The reason it's not interesting is that the value isn't in the chat box. It's in everything the assistant can reach. If the assistant can only reach what one team's designers wired into one product's sidebar, you've replaced a form with a slightly friendlier form. The assistant you actually use — Claude, ChatGPT, Cursor, whatever's next — doesn't live inside that product. It lives somewhere else, and it's better.
Two models of "AI scheduling"
Call them embedded and agent-addressable.
Embedded AI is what most of the category is doing. The vendor hosts a model, trains it on the app's internal vocabulary, and exposes it through a panel. The model can only do what the vendor exposed. If you want it to also talk to your CRM, your notes, your repo, your coworker's booking page — well, you don't. That's a separate product.
Agent-addressable is the inverse. The vendor does not ship an AI. The vendor ships a clean, documented surface — a REST API, an MCP server, webhooks — and lets whichever agent the user already trusts operate on it. The model is not a feature of the app. The app is a feature of the model's world.
The second one wins for anyone who already has a favorite assistant. And the overlap between "person who would use AI scheduling" and "person with a favorite assistant" is large and growing.
The test
A good test for whether a scheduling tool is actually AI-first: can an agent do something useful with it from outside the app?
For an embedded-AI product the answer is almost always no. You can use the chat panel they built. You can't have your own agent read your bookings into a weekly report, correlate them with your CRM, check conflicts before a proposed deep-work block, or book on your behalf through a workflow you wrote yourself. The vendor's assistant is the only assistant.
For an agent-addressable product the answer is yes. If there's an API with enough surface to represent the user's real intent — "what's on my calendar", "does this conflict", "create this" — any agent can drive it. Today that means Claude, ChatGPT, Cursor. Tomorrow it means whatever people move to. The tool doesn't need to guess.

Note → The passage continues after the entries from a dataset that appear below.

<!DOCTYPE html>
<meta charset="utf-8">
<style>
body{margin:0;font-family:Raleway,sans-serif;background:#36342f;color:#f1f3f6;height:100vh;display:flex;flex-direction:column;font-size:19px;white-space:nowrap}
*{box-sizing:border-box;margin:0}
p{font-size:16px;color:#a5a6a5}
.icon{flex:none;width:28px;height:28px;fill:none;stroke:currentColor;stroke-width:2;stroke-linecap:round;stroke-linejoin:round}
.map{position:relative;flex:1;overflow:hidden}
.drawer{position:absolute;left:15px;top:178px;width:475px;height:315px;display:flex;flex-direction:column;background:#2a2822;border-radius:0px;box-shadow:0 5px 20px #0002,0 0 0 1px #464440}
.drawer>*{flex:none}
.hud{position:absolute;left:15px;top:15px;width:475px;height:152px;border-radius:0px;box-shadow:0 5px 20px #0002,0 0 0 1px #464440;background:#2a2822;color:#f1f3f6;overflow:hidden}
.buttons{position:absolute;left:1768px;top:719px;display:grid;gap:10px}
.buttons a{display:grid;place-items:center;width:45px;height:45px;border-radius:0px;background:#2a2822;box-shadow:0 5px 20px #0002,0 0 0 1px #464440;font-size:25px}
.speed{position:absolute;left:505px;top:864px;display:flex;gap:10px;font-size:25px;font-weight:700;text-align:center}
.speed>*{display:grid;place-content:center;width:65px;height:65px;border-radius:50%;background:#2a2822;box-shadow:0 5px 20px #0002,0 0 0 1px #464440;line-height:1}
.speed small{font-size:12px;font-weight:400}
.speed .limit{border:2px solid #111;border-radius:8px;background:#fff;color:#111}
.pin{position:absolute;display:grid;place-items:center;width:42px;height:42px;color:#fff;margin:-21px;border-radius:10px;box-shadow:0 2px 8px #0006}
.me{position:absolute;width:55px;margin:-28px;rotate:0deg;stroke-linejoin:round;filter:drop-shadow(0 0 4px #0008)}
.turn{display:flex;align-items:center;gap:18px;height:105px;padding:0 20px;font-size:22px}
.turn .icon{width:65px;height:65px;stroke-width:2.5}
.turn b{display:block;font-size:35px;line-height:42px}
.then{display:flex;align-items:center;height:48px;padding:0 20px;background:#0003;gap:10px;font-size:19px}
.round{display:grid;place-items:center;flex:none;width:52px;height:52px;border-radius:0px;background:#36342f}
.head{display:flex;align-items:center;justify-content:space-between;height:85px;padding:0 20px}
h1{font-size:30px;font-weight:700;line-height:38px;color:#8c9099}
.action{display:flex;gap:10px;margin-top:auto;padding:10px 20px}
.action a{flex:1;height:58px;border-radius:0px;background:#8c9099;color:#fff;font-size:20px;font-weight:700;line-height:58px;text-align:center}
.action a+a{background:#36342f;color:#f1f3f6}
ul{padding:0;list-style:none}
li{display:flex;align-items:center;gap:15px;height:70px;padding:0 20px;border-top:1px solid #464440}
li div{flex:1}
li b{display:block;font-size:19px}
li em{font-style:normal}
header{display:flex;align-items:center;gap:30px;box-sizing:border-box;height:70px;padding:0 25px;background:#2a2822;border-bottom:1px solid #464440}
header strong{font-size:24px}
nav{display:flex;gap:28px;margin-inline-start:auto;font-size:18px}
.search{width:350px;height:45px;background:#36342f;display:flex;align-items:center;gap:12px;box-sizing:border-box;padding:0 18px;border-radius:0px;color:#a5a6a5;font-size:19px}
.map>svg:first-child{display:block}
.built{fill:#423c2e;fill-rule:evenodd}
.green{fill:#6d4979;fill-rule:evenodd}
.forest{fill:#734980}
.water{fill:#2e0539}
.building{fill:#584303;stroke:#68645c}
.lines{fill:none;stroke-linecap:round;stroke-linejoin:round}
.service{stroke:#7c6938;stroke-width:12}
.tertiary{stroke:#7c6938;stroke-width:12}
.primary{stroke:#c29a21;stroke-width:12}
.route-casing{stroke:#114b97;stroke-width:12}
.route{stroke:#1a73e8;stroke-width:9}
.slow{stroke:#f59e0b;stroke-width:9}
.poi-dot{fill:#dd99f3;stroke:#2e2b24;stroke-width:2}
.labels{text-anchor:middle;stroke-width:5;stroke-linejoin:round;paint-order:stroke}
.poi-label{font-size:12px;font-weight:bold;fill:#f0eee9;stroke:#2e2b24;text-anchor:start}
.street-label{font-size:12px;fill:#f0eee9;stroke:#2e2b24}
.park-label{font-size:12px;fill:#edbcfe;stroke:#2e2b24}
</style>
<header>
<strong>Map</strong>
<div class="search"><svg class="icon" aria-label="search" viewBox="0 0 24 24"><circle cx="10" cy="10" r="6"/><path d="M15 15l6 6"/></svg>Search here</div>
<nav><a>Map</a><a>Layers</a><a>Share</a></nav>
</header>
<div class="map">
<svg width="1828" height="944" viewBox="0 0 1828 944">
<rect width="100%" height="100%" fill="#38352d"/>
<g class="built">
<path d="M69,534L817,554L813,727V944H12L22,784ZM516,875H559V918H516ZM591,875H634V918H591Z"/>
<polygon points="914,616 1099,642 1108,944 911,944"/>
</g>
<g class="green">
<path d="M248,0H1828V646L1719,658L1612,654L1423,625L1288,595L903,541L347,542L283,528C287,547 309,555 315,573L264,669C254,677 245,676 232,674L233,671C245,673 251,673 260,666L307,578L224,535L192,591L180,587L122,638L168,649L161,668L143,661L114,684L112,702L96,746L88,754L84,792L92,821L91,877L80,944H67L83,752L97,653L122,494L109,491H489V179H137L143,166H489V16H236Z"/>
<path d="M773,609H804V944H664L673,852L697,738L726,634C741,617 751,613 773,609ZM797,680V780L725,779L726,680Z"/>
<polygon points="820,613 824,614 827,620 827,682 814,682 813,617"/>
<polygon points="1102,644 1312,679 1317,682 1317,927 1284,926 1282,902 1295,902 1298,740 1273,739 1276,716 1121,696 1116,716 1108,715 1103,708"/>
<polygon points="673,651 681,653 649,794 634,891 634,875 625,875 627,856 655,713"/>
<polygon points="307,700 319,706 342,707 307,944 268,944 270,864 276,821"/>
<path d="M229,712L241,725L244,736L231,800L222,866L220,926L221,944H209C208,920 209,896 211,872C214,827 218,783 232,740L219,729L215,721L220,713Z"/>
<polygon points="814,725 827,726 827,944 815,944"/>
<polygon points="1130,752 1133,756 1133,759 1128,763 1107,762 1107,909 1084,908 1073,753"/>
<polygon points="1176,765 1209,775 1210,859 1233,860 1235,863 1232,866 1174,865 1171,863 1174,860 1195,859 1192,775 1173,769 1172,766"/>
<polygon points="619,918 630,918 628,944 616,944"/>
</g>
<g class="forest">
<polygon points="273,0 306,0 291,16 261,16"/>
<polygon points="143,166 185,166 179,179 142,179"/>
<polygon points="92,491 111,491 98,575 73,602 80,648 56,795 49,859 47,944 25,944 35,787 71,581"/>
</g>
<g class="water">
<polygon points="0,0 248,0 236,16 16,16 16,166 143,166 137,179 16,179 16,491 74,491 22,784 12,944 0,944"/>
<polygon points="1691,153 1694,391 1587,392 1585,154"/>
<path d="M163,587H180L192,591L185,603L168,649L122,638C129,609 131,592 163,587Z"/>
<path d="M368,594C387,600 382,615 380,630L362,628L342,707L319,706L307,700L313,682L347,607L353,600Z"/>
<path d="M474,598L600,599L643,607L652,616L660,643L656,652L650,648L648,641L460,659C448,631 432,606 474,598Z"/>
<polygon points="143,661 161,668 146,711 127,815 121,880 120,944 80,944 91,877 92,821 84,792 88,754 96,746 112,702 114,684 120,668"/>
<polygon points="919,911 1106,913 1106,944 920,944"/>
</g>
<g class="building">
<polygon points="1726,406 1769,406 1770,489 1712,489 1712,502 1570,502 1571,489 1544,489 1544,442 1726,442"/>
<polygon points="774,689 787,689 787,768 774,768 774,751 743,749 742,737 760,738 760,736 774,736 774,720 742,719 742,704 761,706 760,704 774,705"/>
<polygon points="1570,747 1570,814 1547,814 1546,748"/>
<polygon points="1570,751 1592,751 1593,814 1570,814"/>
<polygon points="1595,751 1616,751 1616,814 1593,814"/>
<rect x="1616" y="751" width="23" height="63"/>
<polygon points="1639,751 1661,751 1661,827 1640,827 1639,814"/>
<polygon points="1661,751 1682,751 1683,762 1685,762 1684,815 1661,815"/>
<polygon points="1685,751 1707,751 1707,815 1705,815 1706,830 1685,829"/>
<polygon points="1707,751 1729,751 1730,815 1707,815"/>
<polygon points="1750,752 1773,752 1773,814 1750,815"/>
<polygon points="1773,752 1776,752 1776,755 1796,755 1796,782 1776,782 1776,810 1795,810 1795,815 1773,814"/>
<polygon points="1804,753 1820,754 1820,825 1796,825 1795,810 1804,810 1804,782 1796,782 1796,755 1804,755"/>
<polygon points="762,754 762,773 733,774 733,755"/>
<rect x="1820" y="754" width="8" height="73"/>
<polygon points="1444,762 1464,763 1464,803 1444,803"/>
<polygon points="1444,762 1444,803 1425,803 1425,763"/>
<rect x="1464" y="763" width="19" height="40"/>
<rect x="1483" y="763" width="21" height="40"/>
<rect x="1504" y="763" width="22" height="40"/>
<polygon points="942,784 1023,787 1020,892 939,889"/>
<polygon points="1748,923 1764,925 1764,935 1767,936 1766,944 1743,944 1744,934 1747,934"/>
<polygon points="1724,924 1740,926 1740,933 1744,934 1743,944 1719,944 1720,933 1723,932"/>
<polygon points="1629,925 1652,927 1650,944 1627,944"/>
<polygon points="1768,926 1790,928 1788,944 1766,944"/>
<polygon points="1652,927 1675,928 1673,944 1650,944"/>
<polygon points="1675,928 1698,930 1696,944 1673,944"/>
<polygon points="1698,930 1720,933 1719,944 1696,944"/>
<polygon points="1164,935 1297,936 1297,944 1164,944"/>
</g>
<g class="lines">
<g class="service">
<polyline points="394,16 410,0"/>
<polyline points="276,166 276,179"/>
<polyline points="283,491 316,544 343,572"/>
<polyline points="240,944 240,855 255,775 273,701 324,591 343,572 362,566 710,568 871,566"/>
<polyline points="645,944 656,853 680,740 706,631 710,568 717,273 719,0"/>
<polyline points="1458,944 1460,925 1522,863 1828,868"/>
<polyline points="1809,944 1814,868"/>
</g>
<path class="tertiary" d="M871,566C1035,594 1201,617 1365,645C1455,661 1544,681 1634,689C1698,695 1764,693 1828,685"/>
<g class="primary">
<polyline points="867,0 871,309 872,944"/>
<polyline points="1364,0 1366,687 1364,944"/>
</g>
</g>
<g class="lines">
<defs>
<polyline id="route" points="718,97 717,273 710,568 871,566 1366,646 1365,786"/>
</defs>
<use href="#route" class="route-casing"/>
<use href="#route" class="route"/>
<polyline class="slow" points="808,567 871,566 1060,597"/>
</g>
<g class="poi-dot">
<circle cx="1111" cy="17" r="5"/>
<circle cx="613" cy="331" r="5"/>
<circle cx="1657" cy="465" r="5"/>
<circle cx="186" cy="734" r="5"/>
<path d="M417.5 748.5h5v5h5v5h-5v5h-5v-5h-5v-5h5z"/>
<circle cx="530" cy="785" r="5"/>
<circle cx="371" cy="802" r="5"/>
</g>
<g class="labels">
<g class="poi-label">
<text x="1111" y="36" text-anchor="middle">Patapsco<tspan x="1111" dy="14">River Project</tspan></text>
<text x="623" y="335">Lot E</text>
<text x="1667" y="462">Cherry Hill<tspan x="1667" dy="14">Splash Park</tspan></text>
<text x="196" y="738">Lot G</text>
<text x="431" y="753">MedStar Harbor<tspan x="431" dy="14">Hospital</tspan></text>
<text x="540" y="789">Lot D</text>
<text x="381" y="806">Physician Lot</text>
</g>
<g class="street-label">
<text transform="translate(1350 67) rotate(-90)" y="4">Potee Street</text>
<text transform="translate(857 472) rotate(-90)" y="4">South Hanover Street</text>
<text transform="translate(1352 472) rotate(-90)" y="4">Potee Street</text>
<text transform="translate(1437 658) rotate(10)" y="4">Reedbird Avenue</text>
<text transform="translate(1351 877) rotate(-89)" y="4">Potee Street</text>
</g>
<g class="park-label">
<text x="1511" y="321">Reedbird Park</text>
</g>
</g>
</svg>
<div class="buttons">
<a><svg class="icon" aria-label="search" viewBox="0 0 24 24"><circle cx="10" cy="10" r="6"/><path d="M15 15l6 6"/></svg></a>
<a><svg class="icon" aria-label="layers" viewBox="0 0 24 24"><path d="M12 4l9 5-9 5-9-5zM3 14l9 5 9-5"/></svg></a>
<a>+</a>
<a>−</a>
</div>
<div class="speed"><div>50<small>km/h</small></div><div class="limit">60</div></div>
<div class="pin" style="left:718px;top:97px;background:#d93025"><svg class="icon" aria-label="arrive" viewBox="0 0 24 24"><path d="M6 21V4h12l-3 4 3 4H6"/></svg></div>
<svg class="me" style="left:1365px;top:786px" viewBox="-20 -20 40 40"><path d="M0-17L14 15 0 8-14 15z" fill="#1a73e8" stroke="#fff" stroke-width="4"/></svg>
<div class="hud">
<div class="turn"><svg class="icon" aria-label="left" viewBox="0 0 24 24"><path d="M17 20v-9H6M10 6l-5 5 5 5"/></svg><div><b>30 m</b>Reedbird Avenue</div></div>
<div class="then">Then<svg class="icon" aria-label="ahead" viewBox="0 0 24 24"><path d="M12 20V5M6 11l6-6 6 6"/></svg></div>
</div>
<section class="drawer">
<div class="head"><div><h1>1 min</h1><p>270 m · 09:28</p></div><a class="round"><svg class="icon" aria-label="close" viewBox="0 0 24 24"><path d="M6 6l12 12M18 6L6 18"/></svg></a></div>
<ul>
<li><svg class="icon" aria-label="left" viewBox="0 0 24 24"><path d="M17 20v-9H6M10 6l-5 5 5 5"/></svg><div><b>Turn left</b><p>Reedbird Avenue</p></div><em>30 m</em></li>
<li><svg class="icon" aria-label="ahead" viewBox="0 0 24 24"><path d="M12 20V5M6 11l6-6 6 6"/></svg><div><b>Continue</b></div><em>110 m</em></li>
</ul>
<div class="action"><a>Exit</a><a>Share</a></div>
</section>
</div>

What this means for WhenToMeet
We don't have a chat panel in WhenToMeet and we're not planning to build one. It would work; it would demo well; it would make the next funding round slide easier. But it would be the less interesting version of this.
Instead we ship a REST API at /api/v1/ and an MCP server at /api/mcp. Both use the same keys. Both cover the surface an assistant actually needs: list events, get one, create a new one, list bookings, pull the unified calendar feed, check conflicts, read your own profile.
An agent with those seven capabilities can do most of what anyone has ever asked a "scheduling assistant" to do. And it can do it inside the conversation the person is already having, with the context that conversation already has.
What the category still gets wrong
Two things.
First, most "AI scheduling" features optimize for novelty demos — "watch the model book a meeting from an email!" — instead of the boring reliability a person actually needs. If the agent sometimes creates the event on the wrong day, you stop trusting it, and then the feature is dead. Boring reliability comes from narrow, well-defined tools, not from prompting the model to guess.
Second, the industry keeps building assistants that live in one app. The user's assistant lives across apps. Those are different things, and the second one is what people want.
Where we're going
The short version of the roadmap: expand what the API and MCP tools cover, don't add an AI panel. Close the gaps where the agent can read but not write, read but not edit. Make the surface complete enough that nobody ever has to open our app to get scheduling work done, unless they want to.
If you want to try it today, grab an API key, point your MCP client at the endpoint, and ask it to look at your calendar. Setup is at docs.whentomeet.io.
The interesting AI isn't the one we'd build. It's the one you already use, pointed at a clean surface. That's the only version of "AI-first" worth shipping.